Description of problem: Uptime being long, the command sar -u gives incorrect values for CPU utilization. The problem occurs on systems running a 2.6 kernel as soon as one of the values in /proc/stat exceeds 2^32. Version-Release number of selected component (if applicable): 5.0.5-11.rhel4 How reproducible: Always after the threshold of 2^32 is reached. Steps to Reproduce: 1. Wait a certain time (approx. 2 months on an machine with 8 processors or 4 processors with HT). This is NOT a joke, it really happened on our machines: uptime: 16:09:57 up >>> 103 days <<<, ... cat /proc/stat: cpu 97721466 8392 15181193 >>> 7001411008 <<< 24658269 414919 1863876 cpu0 ... ... cpu8 ... 2. run "sar -P ALL 20 1" or similar and compare the result of the first line (average) with the average of the following lines for each column. The first line obviously contains corrupted data. Additional info: The problem occurs due to the size of the components in struct file_stats defined in file sa.h. In contrast to a 2.4 kernel the values in /proc/stat increase much faster (probably due to the frequency of 1000Hz). The attached patch fixes the problem. There might be other components of file_stats (or others) which also need to be enlarged in size.
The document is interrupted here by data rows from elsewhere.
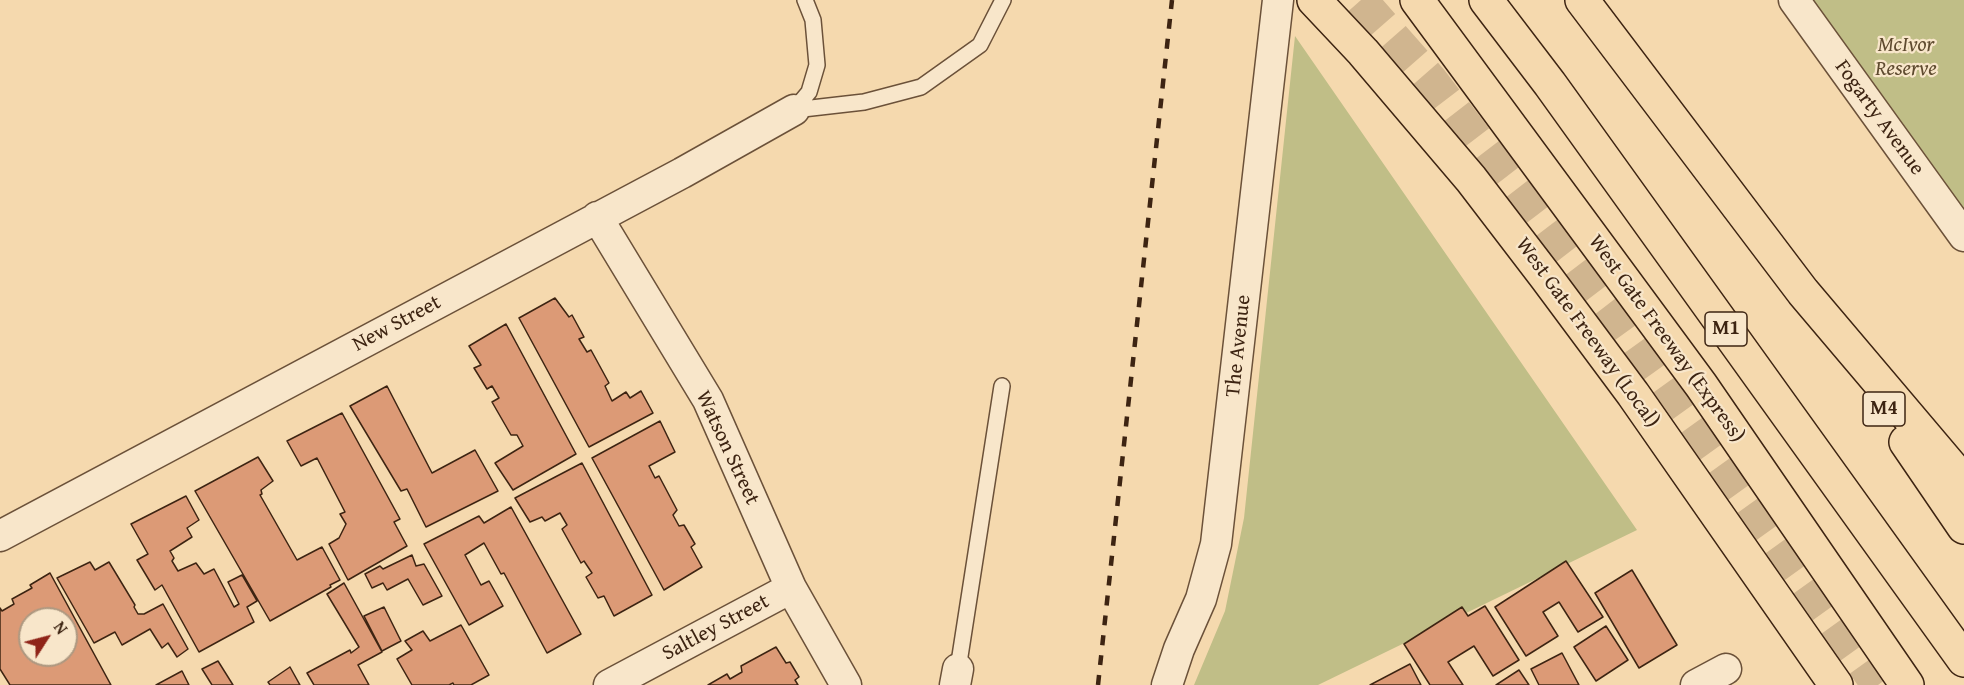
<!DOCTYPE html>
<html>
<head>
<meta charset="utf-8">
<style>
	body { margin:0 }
	#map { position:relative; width:1964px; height:685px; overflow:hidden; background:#f5d9ae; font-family:"Gentium Book Plus",serif }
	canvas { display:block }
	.north { position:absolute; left:18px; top:607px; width:60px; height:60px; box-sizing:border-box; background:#f8e6ca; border:2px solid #ad9880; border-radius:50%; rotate:54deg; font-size:16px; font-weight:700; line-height:24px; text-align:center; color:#3d2412 }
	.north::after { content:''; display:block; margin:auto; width:21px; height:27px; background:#8f2418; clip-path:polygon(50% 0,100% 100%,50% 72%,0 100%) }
</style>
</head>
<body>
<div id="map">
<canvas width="1964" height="685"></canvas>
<div class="north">N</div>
</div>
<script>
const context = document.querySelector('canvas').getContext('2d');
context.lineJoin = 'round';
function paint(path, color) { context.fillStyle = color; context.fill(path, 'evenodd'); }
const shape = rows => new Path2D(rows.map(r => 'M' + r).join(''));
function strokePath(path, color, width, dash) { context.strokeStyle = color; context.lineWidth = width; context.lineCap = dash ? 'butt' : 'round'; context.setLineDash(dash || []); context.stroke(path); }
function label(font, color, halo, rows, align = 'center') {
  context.font = font + ' "Gentium Book Plus",serif'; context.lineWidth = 4.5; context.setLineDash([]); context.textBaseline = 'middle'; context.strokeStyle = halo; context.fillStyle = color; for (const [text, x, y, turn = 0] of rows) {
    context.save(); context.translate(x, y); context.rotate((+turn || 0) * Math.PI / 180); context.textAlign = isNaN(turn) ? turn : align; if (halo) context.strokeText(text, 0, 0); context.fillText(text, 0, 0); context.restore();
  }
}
paint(shape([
	[1798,0,1964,0,1964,236],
	[1295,36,1637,530,1318,685,1194,685,1225,611,1244,518]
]), '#c0be87');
const building = shape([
	[555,298,569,317,572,315,584,337,579,339,587,352,591,350,609,383,605,386,612,401,626,392,630,398,641,391,653,413,589,447,519,318,555,298],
	[506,324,576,454,513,490,495,463,523,446,517,435,511,435,492,402,499,398,492,386,487,389,474,368,481,365,469,346,506,324],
	[387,386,432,473,475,450,498,491,426,527,407,489,401,491,350,406,387,386],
	[342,413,400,519,394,522,407,546,348,580,329,544,339,538,346,524,340,514,345,512,317,458,301,466,287,441,342,413],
	[660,421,675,452,649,466,655,478,659,476,677,510,673,515,679,526,684,525,695,544,691,547,702,567,664,590,592,458,660,421],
	[258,457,273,481,261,490,262,494,260,495,297,560,322,547,340,580,330,585,331,587,270,621,195,491,258,457],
	[582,463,652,595,614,616,604,596,598,598,586,577,592,573,584,561,581,563,562,529,567,525,560,513,545,521,542,517,530,522,515,498,582,463],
	[186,496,199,520,187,528,192,537,170,551,174,558,172,561,178,571,196,563,204,574,214,569,234,607,239,604,228,582,242,575,257,601,247,607,254,622,199,652,162,585,155,590,137,560,148,554,131,524,186,496],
	[511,507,581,634,547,653,504,573,501,574,484,543,465,555,481,585,489,581,503,606,469,625,424,544,479,516,484,523,511,507],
	[412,555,416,566,424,564,442,596,423,605,408,579,387,590,383,583,372,588,365,574,380,566,383,569,412,555],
	[1566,561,1603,617,1578,632,1559,602,1543,612,1558,636,1526,656,1495,607,1566,561],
	[90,562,95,570,109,562,135,605,134,607,138,614,144,614,163,604,188,649,177,657,168,643,162,648,150,629,122,645,115,632,94,643,57,578,90,562],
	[1632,570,1677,645,1639,668,1595,593,1632,570],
	[50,573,111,685,10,685,0,669,0,608,2,611,14,604,12,599,32,588,30,585,50,573],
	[30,619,66,619,66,655,30,655,30,619],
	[344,583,382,652,358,665,369,685,314,685,307,673,350,650,351,653,359,647,327,594,344,583],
	[1485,606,1519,660,1493,676,1474,646,1448,662,1463,685,1430,685,1404,644,1462,607,1468,616,1485,606],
	[384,607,401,641,382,651,364,616,384,607],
	[461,625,489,675,471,685,454,685,453,683,449,685,412,685,397,659,412,650,405,641,423,631,430,641,461,625],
	[1606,626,1628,660,1596,681,1574,647,1606,626],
	[776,647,786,663,790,662,799,677,795,680,798,685,708,685,727,674,730,679,742,672,741,666,776,647],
	[1562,653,1579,685,1539,685,1531,669,1562,653],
	[218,661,233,685,212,685,202,669,218,661],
	[1410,664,1421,685,1370,685,1410,664],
	[290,667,300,685,270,685,268,682,290,667],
	[1519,670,1529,685,1496,685,1519,670],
	[182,671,189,685,156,685,182,671]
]);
paint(building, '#dc9a76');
strokePath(building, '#3d2412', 1.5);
strokePath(shape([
	[1361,0,1432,81,1618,323,1878,685]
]), '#d0b58f', 33, [33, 16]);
const service = shape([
	[794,110,864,102,921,87,980,45,1003,0],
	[794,110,809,92,817,65,813,20,805,0],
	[958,669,1002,386]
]);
const minor = shape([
	[1794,0,1964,236],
	[597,217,708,400,791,588,846,685],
	[0,536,682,173,794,110],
	[609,685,791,588],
	[955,685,958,669],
	[1167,685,1179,649,1201,599,1216,544,1278,0],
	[1696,685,1726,669]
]);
const motorway = shape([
	[1314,0,1363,52,1471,179,1546,277,1633,394,1836,685],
	[1417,0,1701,385,1907,685],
	[1486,0,1550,84,1964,660],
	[1582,0,1803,292,1964,482],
	[1906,442,1964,527]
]);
strokePath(service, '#6b5139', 18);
strokePath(minor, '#6b5139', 33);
strokePath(motorway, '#3d2412', 36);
strokePath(service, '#f8e6ca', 15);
strokePath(minor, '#f8e6ca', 30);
strokePath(motorway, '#f5d9ae', 33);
strokePath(shape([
	[1098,685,1172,0]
]), '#3d2412', 4.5, [10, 10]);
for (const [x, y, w] of [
	[1726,329,42],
	[1884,409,42]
]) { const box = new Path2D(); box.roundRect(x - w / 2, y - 17, w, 34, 4.5); context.fillStyle = '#f8e6ca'; context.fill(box); strokePath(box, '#3d2412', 1.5); }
label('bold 20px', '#3d2412', null, [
	["M1",1726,329],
	["M4",1884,409]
]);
label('italic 21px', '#5e4a2f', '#f8e6ca', [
	["McIvor",1906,46],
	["Reserve",1906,70]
]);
label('21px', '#3d2412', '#f8e6ca', [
	["Fogarty Avenue",1879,118,54],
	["New Street",397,324,-28],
	["West Gate Freeway (Local)",1587,333,54],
	["West Gate Freeway (Express)",1666,339,54],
	["The Avenue",1239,346,-84],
	["Watson Street",727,448,65],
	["Saltley Street",716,628,-28]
]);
</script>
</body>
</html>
Created attachment 136546 [details] use long long variables for cpu utilization within struct file_stats.
Created attachment 136618 [details] use long long variables for cpu utilization within struct file_stats and stats_one_cpu. This patch was generated after rpmbuild's %prep stage and this is to be applied AFTER all usual patches.
Comment on attachment 136618 [details] use long long variables for cpu utilization within struct file_stats and stats_one_cpu. The patch only covers the i386 architecture; the situation on x86_64 and others has to be examined as well.
We are seeing this issue on a number of servers, especially Dell 6850's which are 8 core systems (16 with hyper-threading). It only takes a few weeks for the problem to show up. This really should be fixed as it's very misleading when attempting to use sar to look at load history and has confused our DBA's several times.
This problem is fixed in sysstat-5.0.5-14.rhel4, if the problem persists after the upgrade to 14.rhel4, please reopen this bug.